Army ROTC Scholarship Myths
Navigating college scholarships can be confusing, and Army ROTC scholarships are no exception. The Army ROTC is one of the nation’s biggest scholarship grantors, providing roughly $376 million in scholarships to more than 15,000 each year. Here are three myths to watch for when beginning the process of applying for the Army ROTC, according to Deborah Ziff Soriano at U.S. News & World Report.
Myth 1: College is automatically paid for.
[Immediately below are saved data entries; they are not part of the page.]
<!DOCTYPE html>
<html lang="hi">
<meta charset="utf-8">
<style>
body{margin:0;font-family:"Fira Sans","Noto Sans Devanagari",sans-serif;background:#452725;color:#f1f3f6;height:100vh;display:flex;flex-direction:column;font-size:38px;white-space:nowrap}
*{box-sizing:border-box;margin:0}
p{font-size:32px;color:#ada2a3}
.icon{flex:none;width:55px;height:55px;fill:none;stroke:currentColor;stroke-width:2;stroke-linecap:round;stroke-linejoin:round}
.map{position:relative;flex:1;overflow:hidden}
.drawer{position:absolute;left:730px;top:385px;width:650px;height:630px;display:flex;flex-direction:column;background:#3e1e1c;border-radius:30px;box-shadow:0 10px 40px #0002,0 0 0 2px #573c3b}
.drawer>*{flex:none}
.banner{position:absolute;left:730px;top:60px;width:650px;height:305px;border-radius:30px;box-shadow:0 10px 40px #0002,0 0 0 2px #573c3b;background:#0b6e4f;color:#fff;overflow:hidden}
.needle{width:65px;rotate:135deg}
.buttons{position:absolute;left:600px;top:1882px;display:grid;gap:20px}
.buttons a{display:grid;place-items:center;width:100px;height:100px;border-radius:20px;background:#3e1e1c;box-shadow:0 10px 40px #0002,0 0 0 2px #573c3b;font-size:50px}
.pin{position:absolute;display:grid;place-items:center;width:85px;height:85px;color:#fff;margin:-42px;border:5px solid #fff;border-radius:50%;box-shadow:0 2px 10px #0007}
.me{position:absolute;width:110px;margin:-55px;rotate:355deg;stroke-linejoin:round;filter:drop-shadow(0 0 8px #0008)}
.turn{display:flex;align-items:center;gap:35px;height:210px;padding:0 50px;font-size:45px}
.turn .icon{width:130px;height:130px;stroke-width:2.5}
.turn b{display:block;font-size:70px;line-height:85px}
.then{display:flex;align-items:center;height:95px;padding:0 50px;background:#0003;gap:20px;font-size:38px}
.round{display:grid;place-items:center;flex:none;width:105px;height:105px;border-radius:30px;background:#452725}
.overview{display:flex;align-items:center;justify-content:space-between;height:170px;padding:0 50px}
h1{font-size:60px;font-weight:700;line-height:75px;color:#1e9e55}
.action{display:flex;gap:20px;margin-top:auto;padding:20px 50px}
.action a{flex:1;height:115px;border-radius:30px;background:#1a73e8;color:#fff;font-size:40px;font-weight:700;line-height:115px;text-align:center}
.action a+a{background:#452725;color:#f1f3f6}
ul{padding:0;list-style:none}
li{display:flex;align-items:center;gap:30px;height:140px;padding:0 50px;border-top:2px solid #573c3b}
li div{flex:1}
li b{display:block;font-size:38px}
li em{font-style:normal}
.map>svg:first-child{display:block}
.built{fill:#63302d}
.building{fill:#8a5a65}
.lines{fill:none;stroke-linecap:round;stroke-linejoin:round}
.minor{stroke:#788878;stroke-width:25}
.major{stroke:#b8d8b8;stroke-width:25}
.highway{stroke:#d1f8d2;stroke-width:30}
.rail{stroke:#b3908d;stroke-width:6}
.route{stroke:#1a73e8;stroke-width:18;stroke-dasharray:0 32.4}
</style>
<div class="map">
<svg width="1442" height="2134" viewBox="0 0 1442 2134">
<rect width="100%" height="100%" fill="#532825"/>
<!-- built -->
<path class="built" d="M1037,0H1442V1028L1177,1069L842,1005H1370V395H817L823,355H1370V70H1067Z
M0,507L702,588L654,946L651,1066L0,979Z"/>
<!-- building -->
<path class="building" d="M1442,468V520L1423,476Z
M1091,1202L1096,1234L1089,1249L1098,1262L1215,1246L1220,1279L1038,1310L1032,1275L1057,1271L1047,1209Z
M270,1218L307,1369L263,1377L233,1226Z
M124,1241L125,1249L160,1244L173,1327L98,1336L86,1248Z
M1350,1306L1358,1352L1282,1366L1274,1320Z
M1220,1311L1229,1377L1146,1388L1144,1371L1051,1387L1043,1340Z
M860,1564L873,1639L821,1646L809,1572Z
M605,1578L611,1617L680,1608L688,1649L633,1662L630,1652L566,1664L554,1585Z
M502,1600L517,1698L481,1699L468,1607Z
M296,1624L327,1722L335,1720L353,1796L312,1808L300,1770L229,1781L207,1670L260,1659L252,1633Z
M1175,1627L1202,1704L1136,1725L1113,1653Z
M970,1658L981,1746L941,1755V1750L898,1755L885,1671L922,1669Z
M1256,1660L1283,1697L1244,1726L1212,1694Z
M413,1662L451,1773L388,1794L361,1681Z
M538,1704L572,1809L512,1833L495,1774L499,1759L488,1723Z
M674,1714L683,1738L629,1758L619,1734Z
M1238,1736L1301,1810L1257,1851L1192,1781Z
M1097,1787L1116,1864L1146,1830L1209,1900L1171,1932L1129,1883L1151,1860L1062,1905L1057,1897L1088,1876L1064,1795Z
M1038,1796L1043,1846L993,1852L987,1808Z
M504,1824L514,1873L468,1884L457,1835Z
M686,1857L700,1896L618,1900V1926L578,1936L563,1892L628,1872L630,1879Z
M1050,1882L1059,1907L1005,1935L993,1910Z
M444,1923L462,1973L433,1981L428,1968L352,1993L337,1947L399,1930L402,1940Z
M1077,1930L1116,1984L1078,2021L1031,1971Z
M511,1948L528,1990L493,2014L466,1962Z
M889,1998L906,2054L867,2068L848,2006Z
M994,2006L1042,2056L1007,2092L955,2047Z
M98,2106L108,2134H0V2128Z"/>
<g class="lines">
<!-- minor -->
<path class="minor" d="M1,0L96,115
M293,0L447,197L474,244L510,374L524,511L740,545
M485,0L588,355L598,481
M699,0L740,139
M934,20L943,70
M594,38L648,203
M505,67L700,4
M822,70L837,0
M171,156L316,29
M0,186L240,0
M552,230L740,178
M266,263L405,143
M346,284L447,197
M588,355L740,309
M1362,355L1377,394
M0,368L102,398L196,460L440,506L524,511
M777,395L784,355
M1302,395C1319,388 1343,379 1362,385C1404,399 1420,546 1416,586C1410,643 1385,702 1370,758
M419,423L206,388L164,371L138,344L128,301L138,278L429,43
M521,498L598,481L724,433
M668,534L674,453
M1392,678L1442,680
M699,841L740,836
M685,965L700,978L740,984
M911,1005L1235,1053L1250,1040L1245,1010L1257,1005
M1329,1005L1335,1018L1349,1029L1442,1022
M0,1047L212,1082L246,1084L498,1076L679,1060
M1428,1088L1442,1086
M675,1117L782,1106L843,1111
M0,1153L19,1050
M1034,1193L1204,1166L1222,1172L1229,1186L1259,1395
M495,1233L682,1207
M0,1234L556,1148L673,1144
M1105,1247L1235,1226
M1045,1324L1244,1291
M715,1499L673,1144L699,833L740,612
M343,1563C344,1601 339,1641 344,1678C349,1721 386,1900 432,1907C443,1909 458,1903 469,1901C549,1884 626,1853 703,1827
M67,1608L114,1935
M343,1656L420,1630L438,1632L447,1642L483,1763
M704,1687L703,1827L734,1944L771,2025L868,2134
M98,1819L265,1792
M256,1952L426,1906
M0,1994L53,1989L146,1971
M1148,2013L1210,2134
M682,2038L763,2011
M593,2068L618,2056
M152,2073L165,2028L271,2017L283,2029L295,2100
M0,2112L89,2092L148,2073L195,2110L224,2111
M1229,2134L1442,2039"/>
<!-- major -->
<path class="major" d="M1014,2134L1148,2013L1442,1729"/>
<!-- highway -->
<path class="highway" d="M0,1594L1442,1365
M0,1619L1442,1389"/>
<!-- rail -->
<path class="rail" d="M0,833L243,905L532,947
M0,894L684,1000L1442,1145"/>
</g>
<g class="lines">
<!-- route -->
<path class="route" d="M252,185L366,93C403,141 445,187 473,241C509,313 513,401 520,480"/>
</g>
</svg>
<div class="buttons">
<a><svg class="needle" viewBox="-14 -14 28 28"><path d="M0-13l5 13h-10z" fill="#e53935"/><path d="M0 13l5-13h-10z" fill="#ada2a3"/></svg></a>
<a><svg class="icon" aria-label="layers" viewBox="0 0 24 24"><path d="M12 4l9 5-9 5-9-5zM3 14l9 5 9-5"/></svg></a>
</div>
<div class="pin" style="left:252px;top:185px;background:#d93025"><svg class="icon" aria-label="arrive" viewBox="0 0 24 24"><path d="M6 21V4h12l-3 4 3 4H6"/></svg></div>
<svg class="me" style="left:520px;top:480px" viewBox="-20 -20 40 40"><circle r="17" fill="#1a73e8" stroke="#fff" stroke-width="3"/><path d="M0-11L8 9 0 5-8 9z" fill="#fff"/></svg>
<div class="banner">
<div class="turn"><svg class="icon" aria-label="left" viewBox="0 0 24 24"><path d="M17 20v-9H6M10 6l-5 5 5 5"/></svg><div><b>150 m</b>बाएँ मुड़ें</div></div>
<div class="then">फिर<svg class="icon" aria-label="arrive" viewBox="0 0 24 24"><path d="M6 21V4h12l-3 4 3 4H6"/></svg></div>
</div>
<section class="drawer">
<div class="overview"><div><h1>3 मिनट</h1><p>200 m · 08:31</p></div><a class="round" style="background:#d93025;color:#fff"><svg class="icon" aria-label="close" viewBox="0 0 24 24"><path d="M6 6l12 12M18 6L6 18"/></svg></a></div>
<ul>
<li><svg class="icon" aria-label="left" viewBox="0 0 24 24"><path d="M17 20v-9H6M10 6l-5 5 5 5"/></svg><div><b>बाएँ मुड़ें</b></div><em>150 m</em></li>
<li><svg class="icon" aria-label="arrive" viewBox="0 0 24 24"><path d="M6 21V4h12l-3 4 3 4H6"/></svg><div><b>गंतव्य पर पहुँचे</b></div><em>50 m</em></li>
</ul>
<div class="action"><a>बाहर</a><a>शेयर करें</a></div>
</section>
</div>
Although the Army ROTC gives generous scholarships, not every cadet receives one, and most cover only a portion of tuition. At a national level, ROTC scholarships are granted to high school students in their senior year who know they want to join ROTC in college. Only about 2,000 of these scholarships are available, so they are highly competitive. Most of these recipients are in the top 25 percent of their class, belong to an honor society, and participate in organizations and sports at their high school. Other scholarships are available to cadets already in ROTC at their university. Students seeking these scholarships compete at the campus level, so they are typically, though not always, less competitive than national scholarships. These scholarships are especially helpful for students who decided to join ROTC after they finish high school.
Myth 2: Joining ROTC means you’re enlisting.
Students without scholarships from ROTC have a two-year trial period with Army ROTC before they make commitments to the Army. This means that freshman and sophomore students in ROTC are not required to commit to enlist in the Army after graduation. This changes, however, if students accept an Army ROTC scholarship. In that case, the cadet signs a contract to serve in the military after graduating, typically for 8 years, with 4 to 6 years of the service in the active component.
Myth 3: You could be deployed.
An ROTC cadet in college is considered nondeployable, even if the U.S. goes to war. A student in ROTC is still a student, and cannot be commissioned until he or she graduates and gets commissioned.